7ème édition du Festival international de Sélingué, le public a vibré au rythme du Mbalax

A Sélingué, au bord du lac Sankarani, les lumières du festival international de Sélingué se sont éteintes, ce dimanche au petit matin. Pendant trois jours, les festivaliers ont vibré au rythme du Coupé décalé avec Floby, du Hip hop avec Iba One et du Mbalax avec Viviane Chichid.

Plus de 20.000 festivaliers ont fait le déplacement à Sélingué, selon les organisateurs du Festival International de Sélingué Urban Music & Mode. Selon Ibrahim Coulibaly, administrateur général du festival, «aucun incident» n’a été signalé pendant les jours du festival. Mieux, le faux bond de Salif Keita, tête d’affiche du festival, a été comblé par la prestation, haute en couleurs, de la star sénégalaise Viviane Chichid.

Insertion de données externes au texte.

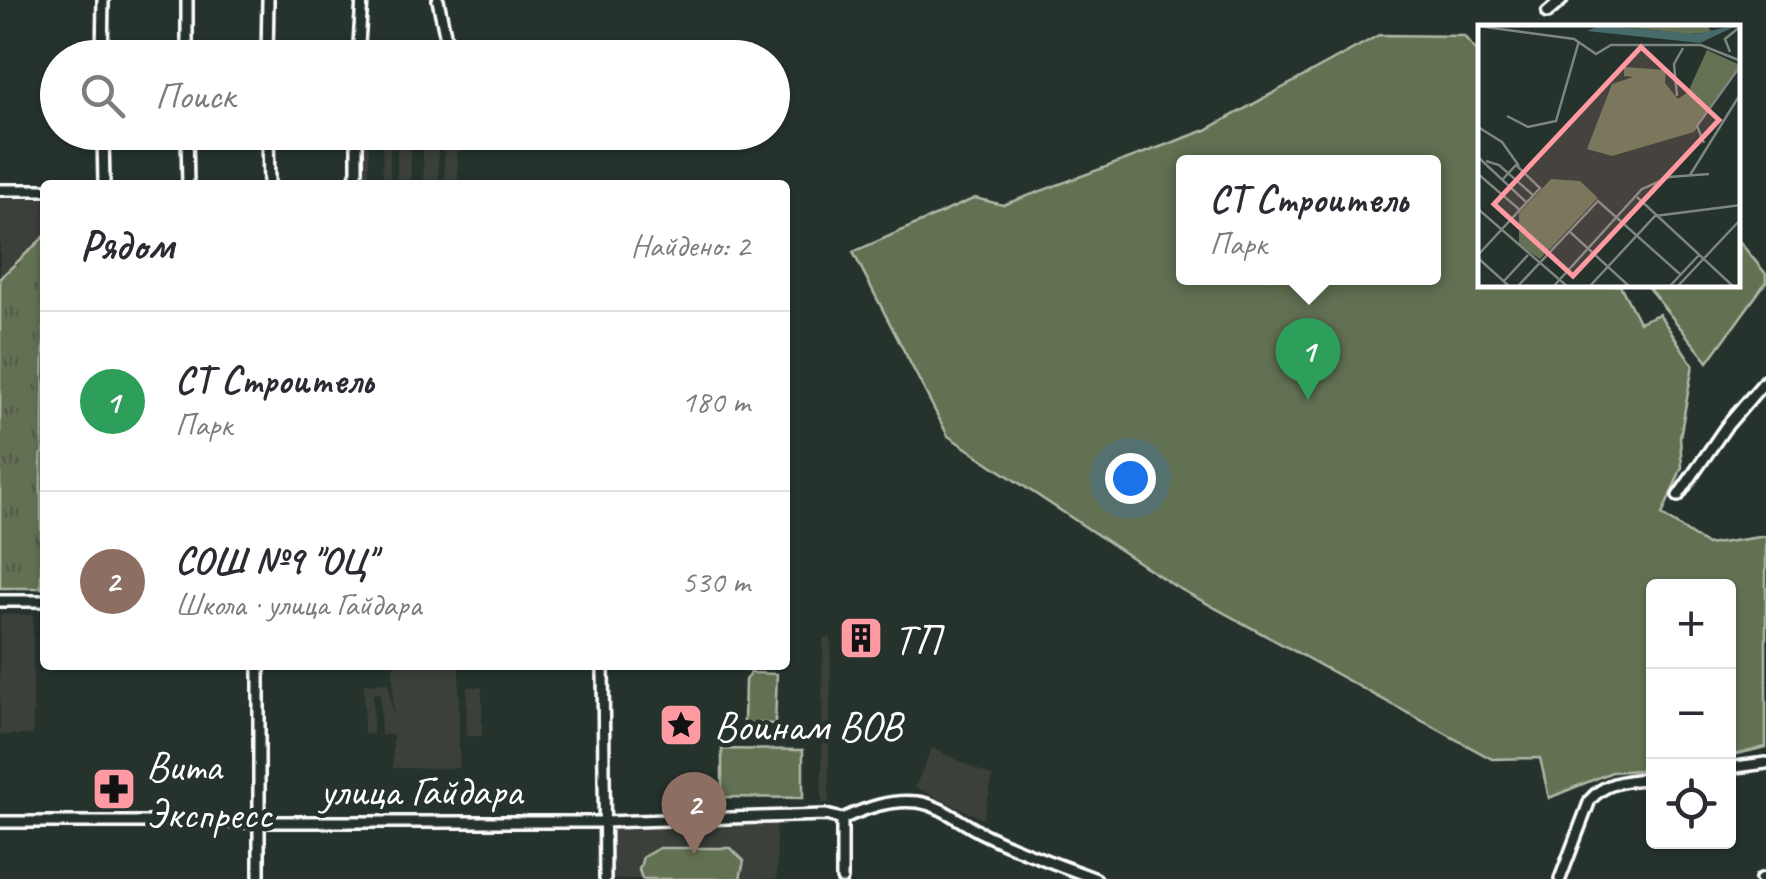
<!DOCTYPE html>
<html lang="ru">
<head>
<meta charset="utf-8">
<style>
	:root { --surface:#fff; --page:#f7f7f7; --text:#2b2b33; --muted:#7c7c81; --line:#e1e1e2; --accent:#8a5d65 }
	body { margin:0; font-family:Caveat,sans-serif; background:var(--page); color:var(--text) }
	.controls { position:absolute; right:30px; bottom:30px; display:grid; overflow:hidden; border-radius:10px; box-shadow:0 2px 8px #0004 }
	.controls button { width:90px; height:90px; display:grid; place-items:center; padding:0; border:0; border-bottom:2px solid var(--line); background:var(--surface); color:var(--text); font:50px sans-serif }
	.you { position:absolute; left:1130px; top:478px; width:35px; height:35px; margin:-25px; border:8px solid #fff; border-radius:50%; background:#1a73e8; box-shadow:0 0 0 15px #1a73e833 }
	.badge { display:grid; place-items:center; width:65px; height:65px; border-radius:50%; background:var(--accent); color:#fff; font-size:32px; font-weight:700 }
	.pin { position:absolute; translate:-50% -82px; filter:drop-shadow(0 2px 5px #0008) }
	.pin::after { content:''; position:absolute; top:52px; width:35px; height:30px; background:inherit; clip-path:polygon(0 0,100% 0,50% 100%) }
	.popup { position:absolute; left:1176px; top:155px; width:265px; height:130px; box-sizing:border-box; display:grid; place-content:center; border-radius:10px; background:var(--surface); filter:drop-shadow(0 2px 8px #0005); font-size:32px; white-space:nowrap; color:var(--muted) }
	.popup b { font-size:38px; color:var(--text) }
	.popup::after { content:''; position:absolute; left:50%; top:100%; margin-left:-20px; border:20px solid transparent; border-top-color:var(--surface) }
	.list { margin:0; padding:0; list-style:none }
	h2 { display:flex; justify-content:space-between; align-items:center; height:130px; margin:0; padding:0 40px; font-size:42px }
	h2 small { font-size:32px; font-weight:400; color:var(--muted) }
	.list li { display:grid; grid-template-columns:65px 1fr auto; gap:30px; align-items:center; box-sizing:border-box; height:180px; padding:0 40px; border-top:2px solid var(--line) }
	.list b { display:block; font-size:38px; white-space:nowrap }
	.list p { margin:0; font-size:32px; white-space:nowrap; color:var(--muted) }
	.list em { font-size:32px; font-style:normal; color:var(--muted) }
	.icon { flex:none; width:55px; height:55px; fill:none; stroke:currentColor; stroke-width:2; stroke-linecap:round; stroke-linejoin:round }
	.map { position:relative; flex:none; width:1766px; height:879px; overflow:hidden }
	.search { position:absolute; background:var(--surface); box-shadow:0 2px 8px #0004; left:40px; top:40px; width:750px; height:110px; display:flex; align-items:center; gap:25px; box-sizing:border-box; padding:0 35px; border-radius:55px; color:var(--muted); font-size:38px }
	.panel { position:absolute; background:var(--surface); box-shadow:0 2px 8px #0004; left:40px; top:180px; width:750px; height:490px; border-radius:10px }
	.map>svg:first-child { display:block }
	.built { fill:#3b403a }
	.grass { fill:url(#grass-tufts); stroke:#b2b8a8; stroke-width:2.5 }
	.garden { fill:#647152; stroke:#b2b8a8; stroke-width:2.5; fill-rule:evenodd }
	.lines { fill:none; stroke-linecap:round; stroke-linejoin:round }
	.street-casing { stroke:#fff; stroke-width:16 }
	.street { stroke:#26332d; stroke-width:9 }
	.labels { text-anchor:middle; stroke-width:9; stroke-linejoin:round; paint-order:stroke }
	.poi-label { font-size:42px; fill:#fff; stroke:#26332d; text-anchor:start }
	.street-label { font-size:42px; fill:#fff; stroke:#26332d }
	.inset-road { fill:none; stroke:#7d8581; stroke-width:2.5 }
	.view { fill:#ff9aa2; fill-opacity:0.15; stroke:#ff9aa2; stroke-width:5 }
	.inset-edge { fill:none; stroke:#fff; stroke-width:5 }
</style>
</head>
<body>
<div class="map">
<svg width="1766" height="879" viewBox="0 0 1766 879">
	<defs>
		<pattern id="grass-tufts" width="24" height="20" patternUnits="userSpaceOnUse" patternTransform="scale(2.5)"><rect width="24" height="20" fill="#647152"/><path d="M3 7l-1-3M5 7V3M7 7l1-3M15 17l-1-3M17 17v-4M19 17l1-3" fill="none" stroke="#54594e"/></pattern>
	</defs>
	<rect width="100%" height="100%" fill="#26332d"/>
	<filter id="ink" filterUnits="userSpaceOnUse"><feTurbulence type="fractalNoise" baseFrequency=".01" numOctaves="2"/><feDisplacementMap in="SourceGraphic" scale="20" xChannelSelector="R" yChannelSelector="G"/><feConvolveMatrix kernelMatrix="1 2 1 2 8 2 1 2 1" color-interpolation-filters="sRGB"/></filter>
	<g filter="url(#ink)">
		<!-- built -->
		<path class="built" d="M362,133H369V185H362Z
			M382,133H390V185H383Z
			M397,133H410L411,185H397Z
			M422,133H437L439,185H424Z
			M443,133H457L458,185H445Z
			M0,199H45V236L0,278Z
			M0,614L33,615V735H0Z
			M823,638H831L830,738H822Z
			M393,665H459V768H393V735H381L380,693L373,694V734H364V684L388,683L393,718Z
			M467,687H482V736H467Z
			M822,742L829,743V803H822Z
			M932,748L993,777L983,819L915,787Z
			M776,822L777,879H613L612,829Z"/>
		<!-- grass -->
		<path class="grass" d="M45,236L41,588H0V278Z"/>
		<!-- garden -->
		<path class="garden" d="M1379,35L1464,36L1481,57V285H1620L1639,322L1659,314L1693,365L1680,437L1682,467L1662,515L1707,545L1766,536V747L1729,756L1728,586H1654L1653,769L1612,772L1549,798L1540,758L1492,759L1173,585L948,436L853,252L975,198L1003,205L1206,130ZM1183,162H1433V278H1183Z
			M1739,241L1766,274V282L1708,362L1646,285H1738Z
			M45,450V588H41V455Z
			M751,673L777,674L775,724L744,723L745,680Z
			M722,749L803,750V798L722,797Z
			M659,848H731L744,861L740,879H642L639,870L643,857Z"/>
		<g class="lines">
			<defs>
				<path id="street" d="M187,0V58
					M438,0L450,58
					M1547,13L1562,0
					M102,58L103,0
					M267,58L268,0
					M358,58L362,0
					M103,132L104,185
					M187,132L188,185
					M268,132L269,185
					M352,185L357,171V132
					M0,190H45
					M1678,496L1725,428L1766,380
					M0,601H45
					M259,665V879
					M603,665L605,879
					M1728,768L1766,763
					M842,819C866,808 891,799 917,802C941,805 960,822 980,832C1017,851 1057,864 1096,879
					M0,822H604L826,815L842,819
					M842,879V819
					M1560,879L1590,800C1607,780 1629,781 1654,778
					M1761,879L1766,878"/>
			</defs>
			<!-- street casing -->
			<use href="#street" class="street-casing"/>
			<!-- street -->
			<use href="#street" class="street"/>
		</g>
	</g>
	<!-- icons -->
	<defs>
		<symbol id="building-square" viewBox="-11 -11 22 22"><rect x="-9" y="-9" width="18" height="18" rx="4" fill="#ff9aa2" stroke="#26332d"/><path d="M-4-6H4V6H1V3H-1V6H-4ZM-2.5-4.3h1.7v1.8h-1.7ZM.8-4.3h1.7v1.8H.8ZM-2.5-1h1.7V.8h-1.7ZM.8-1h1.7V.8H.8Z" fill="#111"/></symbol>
		<symbol id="sight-square" viewBox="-11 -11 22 22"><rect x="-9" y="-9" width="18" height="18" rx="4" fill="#ff9aa2" stroke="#26332d"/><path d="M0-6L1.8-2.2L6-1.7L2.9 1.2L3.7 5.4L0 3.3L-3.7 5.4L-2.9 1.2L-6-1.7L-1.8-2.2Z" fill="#111"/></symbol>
		<symbol id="pharmacy-square" viewBox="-11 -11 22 22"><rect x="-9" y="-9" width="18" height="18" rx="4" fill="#ff9aa2" stroke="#26332d"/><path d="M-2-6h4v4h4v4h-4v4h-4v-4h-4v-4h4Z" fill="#111"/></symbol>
	</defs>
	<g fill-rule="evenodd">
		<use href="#building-square" x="836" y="613" width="50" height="50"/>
		<use href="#sight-square" x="656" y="700" width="50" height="50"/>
		<use href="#pharmacy-square" x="89" y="764" width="50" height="50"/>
	</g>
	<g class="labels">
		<!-- poi labels -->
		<g class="poi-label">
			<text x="894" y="653">ТП</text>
			<text x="714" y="740">Воинам ВОВ</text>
			<text x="146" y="780">Вита<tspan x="146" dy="48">Экспресс</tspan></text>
		</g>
		<!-- street labels -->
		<g class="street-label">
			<text x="421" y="805">улица Гайдара</text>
		</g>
	</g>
	<!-- overview -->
	<g transform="translate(1478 25)">
		<rect width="262" height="262" fill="#26332d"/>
		<path d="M73,154L102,156L120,173L62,234L41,220V188Z" fill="#647152"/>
		<path d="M128,0H228L234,7L212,9Z" fill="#647152"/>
		<path d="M229,25L262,40L216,107L134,131L109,124L134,59L155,52L146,51V42L188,45L187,58L200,74L210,67ZM96,174L108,185L72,224L60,213V195L78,175Z" fill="#647152"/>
		<path d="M123,0L217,9L260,0L222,18L109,6Z" fill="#466b6a"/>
		<path class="inset-road" d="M0,1L96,14L118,29L133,20H223L263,36M252,27L247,14L263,1M199,71L196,39L205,23M29,91L50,102L78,96L101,16M0,102L24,117L41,141M226,118L219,101L263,40M0,132L49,178M8,136L21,140L56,171M0,149L42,185M212,150L263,68M159,172L256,262M0,184L90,262M91,206L152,262M0,230L62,163L38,140L24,155M0,233L32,262M25,257L50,230M39,262L120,176L203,250M75,262L164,164L191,152L231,149M111,262L177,191L263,180M191,262L221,230M199,262L263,194"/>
		<path class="view" d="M163,22L241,95L95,251L16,179Z"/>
		<rect width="262" height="262" class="inset-edge"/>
	</g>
</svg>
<div class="controls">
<button>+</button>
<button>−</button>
<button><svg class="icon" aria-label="locate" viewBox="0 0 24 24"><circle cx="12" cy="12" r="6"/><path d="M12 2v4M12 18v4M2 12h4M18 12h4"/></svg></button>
</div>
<div class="you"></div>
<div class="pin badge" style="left:1308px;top:400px;background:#2e9e5b">1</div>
<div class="popup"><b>СТ Строитель</b>Парк</div>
<div class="pin badge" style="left:694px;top:854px;background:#8d6e63">2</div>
<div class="search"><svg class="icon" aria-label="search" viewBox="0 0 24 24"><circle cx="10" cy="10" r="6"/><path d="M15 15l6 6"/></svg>Поиск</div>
<section class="panel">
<h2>Рядом<small>Найдено: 2</small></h2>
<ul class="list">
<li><span class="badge" style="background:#2e9e5b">1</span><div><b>СТ Строитель</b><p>Парк</p></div><em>180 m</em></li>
<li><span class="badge" style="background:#8d6e63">2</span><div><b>СОШ №9 &quot;ОЦ&quot;</b><p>Школа · улица Гайдара</p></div><em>530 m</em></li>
</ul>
</section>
</div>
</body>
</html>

Pendant presque 60 minutes d’horloge, Viviane et ses danseurs ont tenu en haleine les festivaliers. Avec un répertoire riche et varié, Viviane, avec du vent du lac Sankarani dans les cheveux, a réussi à faire danser les festivaliers au rythme du Mbalax. Le hochement de tête, de ceux qui étaient assis, rythmé aux sons du matériel hautement sophistiqué de Smart Event, en dit long sur leur appréciation. Aussi, les déhanchements de la belle danseuse de Viviane ont fini par envouter même ceux qui disaient avoir fait le déplacement  seulement pour Salif Keita.

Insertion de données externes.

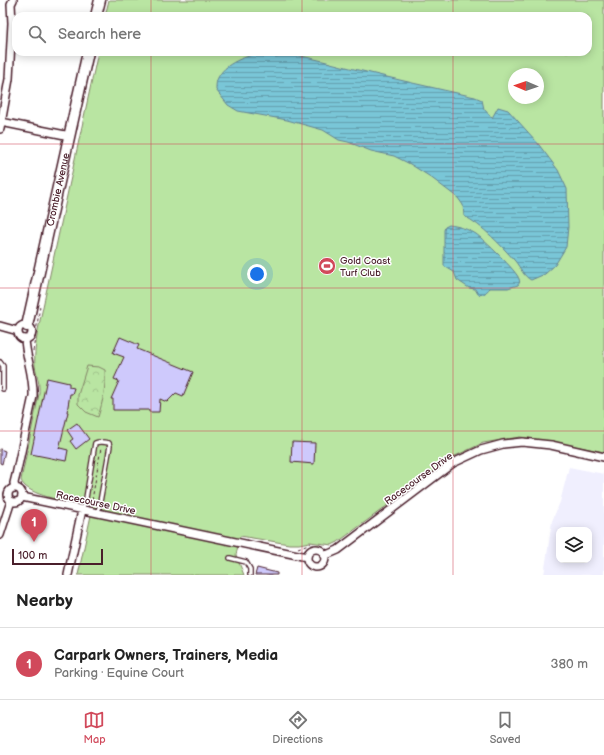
<!DOCTYPE html>
<html lang="en">
<head>
<meta charset="utf-8">
<style>
	:root { --surface:#fff; --page:#f6f6f6; --text:#222; --muted:#767676; --line:#e0e0e0; --accent:#d1495b }
	body { margin:0; font-family:"Balsamiq Sans",sans-serif; background:var(--page); color:var(--text) }
	.controls { position:absolute; right:12px; bottom:12px; display:grid; overflow:hidden; border-radius:8px; box-shadow:0 2px 10px #0003 }
	.controls button { width:36px; height:36px; display:grid; place-items:center; padding:0; border:0; border-bottom:1px solid var(--line); background:var(--surface); color:var(--text); font:20px sans-serif }
	.compass { position:absolute; left:508px; top:68px; width:36px; height:36px; border-radius:50%; background:var(--surface); box-shadow:0 2px 10px #0003; rotate:272deg }
	.scale { position:absolute; left:12px; bottom:10px; width:91px; box-sizing:border-box; padding-left:4px; border:2px solid #4a1f2b; border-top:0; font-size:11px; line-height:14px; white-space:nowrap; color:#4a1f2b; -webkit-text-stroke:3px #fff; paint-order:stroke }
	.you { position:absolute; left:257px; top:274px; width:14px; height:14px; margin:-10px; border:3px solid #fff; border-radius:50%; background:#1a73e8; box-shadow:0 0 0 6px #1a73e833 }
	.badge { display:grid; place-items:center; width:26px; height:26px; border-radius:50%; background:var(--accent); color:#fff; font-size:13px; font-weight:700 }
	.pin { position:absolute; translate:-50% -33px; filter:drop-shadow(0 1px 2px #0008) }
	.pin::after { content:''; position:absolute; top:21px; width:14px; height:12px; background:inherit; clip-path:polygon(0 0,100% 0,50% 100%) }
	.list { margin:0; padding:0; list-style:none }
	h2 { display:flex; justify-content:space-between; align-items:center; height:52px; margin:0; padding:0 16px; font-size:17px }
	h2 small { font-size:13px; font-weight:400; color:var(--muted) }
	.list li { display:grid; grid-template-columns:26px 1fr auto; gap:12px; align-items:center; box-sizing:border-box; height:72px; padding:0 16px; border-top:1px solid var(--line) }
	.list b { display:block; font-size:15px; white-space:nowrap }
	.list p { margin:0; font-size:13px; white-space:nowrap; color:var(--muted) }
	.list em { font-size:13px; font-style:normal; color:var(--muted) }
	.icon { flex:none; width:22px; height:22px; fill:none; stroke:currentColor; stroke-width:2; stroke-linecap:round; stroke-linejoin:round }
	.map { position:relative; flex:none; width:604px; height:575px; overflow:hidden }
	.search { position:absolute; background:var(--surface); box-shadow:0 2px 10px #0003; left:12px; right:12px; top:12px; height:44px; display:flex; align-items:center; gap:10px; box-sizing:border-box; padding:0 14px; border-radius:12px; color:var(--muted); font-size:15px }
	.sheet { height:124px; background:var(--surface) }
	nav { display:flex; justify-content:space-around; align-items:center; box-sizing:border-box; height:56px; border-top:1px solid var(--line); background:var(--surface); font-size:11px; color:var(--muted) }
	nav a { display:grid; justify-items:center; gap:2px }
	nav .on { color:var(--accent) }
	.map>svg:first-child { display:block }
	.built { fill:#f0effe; fill-rule:evenodd }
	.grass { fill:#b9e5a2; stroke:#828266; fill-rule:evenodd }
	.park { fill:url(#park-crowns); stroke:#828266 }
	.water { fill:url(#water-rules); stroke:#668392 }
	.building { fill:#cec9fc; stroke:#4a1f2b }
	.lines { fill:none; stroke-linecap:round; stroke-linejoin:round }
	.lane-casing { stroke:#4a1f2b; stroke-width:6 }
	.street-casing { stroke:#4a1f2b; stroke-width:10 }
	.secondary-casing { stroke:#4a1f2b; stroke-width:13 }
	.path { stroke:#4a1f2b; stroke-width:1; stroke-dasharray:3 3; stroke-linecap:butt }
	.lane { stroke:#fff; stroke-width:3.5 }
	.street { stroke:#fff; stroke-width:7 }
	.secondary { stroke:#fff; stroke-width:10 }
	.grid { fill:none; stroke:#d1495b; stroke-width:1; stroke-opacity:0.55 }
	.labels { text-anchor:middle; stroke-width:3; stroke-linejoin:round; paint-order:stroke }
	.street-label { font-size:10px; fill:#4a1f2b; stroke:#fff }
	.poi-label { font-size:10px; fill:#4a1f2b; stroke:#fff; text-anchor:start }
</style>
</head>
<body>
<div class="map">
<svg width="604" height="575" viewBox="0 0 604 575">
	<defs>
		<pattern id="park-crowns" width="20" height="18" patternUnits="userSpaceOnUse"><rect width="20" height="18" fill="#b9e5a2"/><path d="M2 6a3 3 0 1 1 6 0M12 15a3 3 0 1 1 6 0" fill="none" stroke="#a1c48c"/></pattern>
		<pattern id="water-rules" width="6" height="5" patternUnits="userSpaceOnUse"><rect width="6" height="5" fill="#79c6d7"/><path d="M0 2.5h6" fill="none" stroke="#65a0af"/></pattern>
	</defs>
	<rect width="100%" height="100%" fill="#fff"/>
	<filter id="ink" filterUnits="userSpaceOnUse"><feTurbulence type="fractalNoise" baseFrequency=".025" numOctaves="2"/><feDisplacementMap in="SourceGraphic" scale="8" xChannelSelector="R" yChannelSelector="G"/><feConvolveMatrix kernelMatrix="1 2 1 2 8 2 1 2 1" color-interpolation-filters="sRGB"/></filter>
	<g filter="url(#ink)">
		<path class="built" d="M569,467L604,474V575H544L552,521L560,502ZM559,530H589V560H559Z"/>
		<path class="grass" d="M109,0H604V452L549,441L520,437L483,443L453,457L338,542L332,545L310,542L299,544H289L240,536L236,555L244,575H78L93,506L77,502L73,503C60,500 25,494 21,480L39,394C40,384 37,376 35,366C34,354 36,342 38,330L98,52H588V16H105ZM514,74H538V98H514Z"/>
		<path class="park" d="M87,366L99,367L105,370C106,387 103,401 98,417L86,412L78,404V395Z"/>
		<path class="water" d="M264,52C295,52 325,62 354,69C394,79 434,88 475,97L482,100L484,109L492,118L498,107L508,110L536,141L558,170L567,189L568,227L566,247L555,265L545,274L531,280C524,277 520,267 515,261C502,246 482,225 464,216L463,205L458,198L429,176L410,164L394,156L371,151L348,142L339,140L323,130L287,120L238,111L228,105L216,90C216,87 216,83 217,80C224,62 247,56 264,52Z
			M449,225C458,226 468,229 476,234C483,239 517,271 519,279C520,282 520,282 518,285L508,288H490C486,292 484,296 478,294L475,289L469,288L457,280L454,272L444,266V230L445,227Z"/>
		<path class="building" d="M120,337L139,345L137,349L193,372L183,396L176,393L167,402L160,399L159,412H149V410H113V399H111L119,381L114,379L124,357L113,353Z
			M47,378L69,383V387L74,388L72,394H70L67,412H68L59,449L60,448L68,450L66,461L31,454Z
			M77,423L89,439L76,449L70,441L73,439L67,430Z
			M292,442L315,443L314,464L291,462Z
			M0,449L5,451L2,464L0,463Z
			M257,568L277,573V575H255Z"/>
		<g class="lines">
			<defs>
				<path id="lane" d="M0,362L3,366V389
					M82,510L86,498L95,443C100,441 104,442 109,443L110,446L98,513
					M230,558L246,562L250,569V575"/>
				<path id="street" d="M1,122L70,136
					M0,129L9,79L12,23L11,4L13,0
					M18 332a7 7 0 1 1 14 0a7 7 0 1 1-14 0Z
					M0,326L18,331
					M15,488L14,483L16,475L33,396C34,375 26,359 25,339
					M8 495a7 7 0 1 1 14 0a7 7 0 1 1-14 0Z
					M22,497L307,557
					M0,535L11,501
					M307 558a9 9 0 1 1 18 0a9 9 0 1 1-18 0Z
					M324,556L338,550L453,463L481,450L503,444L522,442L551,445L604,457
					M68,575L82,510"/>
				<g id="secondary">
					<path d="M96,16L100,0"/>
					<path id="s1" d="M27,326L88,52"/>
				</g>
			</defs>
			<use href="#lane" class="lane-casing"/>
			<use href="#street" class="street-casing"/>
			<use href="#secondary" class="secondary-casing"/>
			<path class="path" d="M33,351L40,306
				M21,483L22,486L28,491
				M91,506L101,448
				M298,548L311,543"/>
			<use href="#lane" class="lane"/>
			<use href="#street" class="street"/>
			<use href="#secondary" class="secondary"/>
		</g>
	</g>
	<path class="grid" d="M151,0V16M302,0V16M453,0V16M151,52V575M302,52V575M453,52V575M0,144H604M0,288H604M0,431H604"/>
	<defs>
		<symbol id="stadium-disc" viewBox="-11 -11 22 22"><circle r="9.5" fill="#d1495b" stroke="#fff"/><path d="M0-5a6.5 5 0 1 0 0 10a6.5 5 0 1 0 0-10ZM-3.5-1.8h7v3.6h-7Z" fill="#fff"/></symbol>
	</defs>
	<g fill-rule="evenodd">
		<use href="#stadium-disc" x="317" y="256" width="20" height="20"/>
	</g>
	<g class="labels">
		<g class="street-label">
			<text dy="4" stroke="none"><textPath href="#s1" startOffset="140">Crombie Avenue</textPath></text>
			<text transform="translate(418 478) rotate(-36)" y="4">Racecourse Drive</text>
			<text transform="translate(96 502) rotate(12)" y="4">Racecourse Drive</text>
		</g>
		<g class="poi-label">
			<text x="340" y="264">Gold Coast<tspan x="340" dy="12">Turf Club</tspan></text>
		</g>
	</g>
</svg>
<div class="controls">
<button><svg class="icon" aria-label="layers" viewBox="0 0 24 24"><path d="M12 4l9 5-9 5-9-5zM3 14l9 5 9-5"/></svg></button>
</div>
<svg class="compass" viewBox="-18 -18 36 36"><path d="M0-13l5 13h-10z" fill="#e53935"/><path d="M0 13l5-13h-10z" fill="#767676"/></svg>
<div class="scale">100 m</div>
<div class="you"></div>
<div class="pin badge" style="left:34px;top:542px">1</div>
<div class="search"><svg class="icon" aria-label="search" viewBox="0 0 24 24"><circle cx="10" cy="10" r="6"/><path d="M15 15l6 6"/></svg>Search here</div>
</div>
<section class="sheet">
<h2>Nearby<small></small></h2>
<ul class="list">
<li><span class="badge">1</span><div><b>Carpark Owners, Trainers, Media</b><p>Parking · Equine Court</p></div><em>380 m</em></li>
</ul>
</section>
<nav>
<a class="on"><svg class="icon" aria-label="map" viewBox="0 0 24 24"><path d="M3 6l6-2 6 2 6-2v14l-6 2-6-2-6 2zM9 4v14M15 6v14"/></svg>Map</a>
<a><svg class="icon" aria-label="directions" viewBox="0 0 24 24"><path d="M12 3l9 9-9 9-9-9zM9 14v-3h6M13 9l2 2-2 2"/></svg>Directions</a>
<a><svg class="icon" aria-label="saved" viewBox="0 0 24 24"><path d="M7 4h10v16l-5-4-5 4z"/></svg>Saved</a>
</nav>
</body>
</html>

Floby, le «Nooosm Naaba» confirme son titre

«Nooosm Naaba» ou «Chef de l’ambiance» en Moré. L’artiste Burkinabé Floby porte ce titre depuis le 15 janvier 2017, date à laquelle il a été intronisé à Andemtenga, son village. A la 7e édition du Festival de Sélingué, l’artiste a confirmé son titre.  La veille du spectacle de Viviane Chichid, pendant 45 minutes, Floby a émerveillé le public de Sélingué. Le mercure monte très vite, ce vendredi soir là. S’adressant à son public, l’artiste promet «du show». A l’issue de sa prestation, promesse tenue. Avec le Nooosm Naaba, le public n’assiste seulement pas au spectacle, il fait le spectacle. Floby transcende les genres musicaux. Avec lui, on ne s’arrête pas au seul rythme du Burkina. Le public dansera sur du Coupé Décalé, avant de dire au revoir  au Chef de l’ambiance sur des notes endiablées de reggae. Voilà, un artiste complet, c’est ce que l’on retient de cette prestation.

A la fin des trois jours de spectacles au bord du Lac Sankarani, des habitués estiment qu’il y avait moins d’affluence que l’année précédente. La faute sans doute au concert de Wizkid, ce même samedi soir à Bamako. Certains festivaliers, les plus économes surtout ont, sans doute, préféré suivre ce spectacle que de faire le déplacement à 140Km. Où, en plus du transport, il fallait faire face à la restauration et au ticket d’entrée, quoique assez abordable.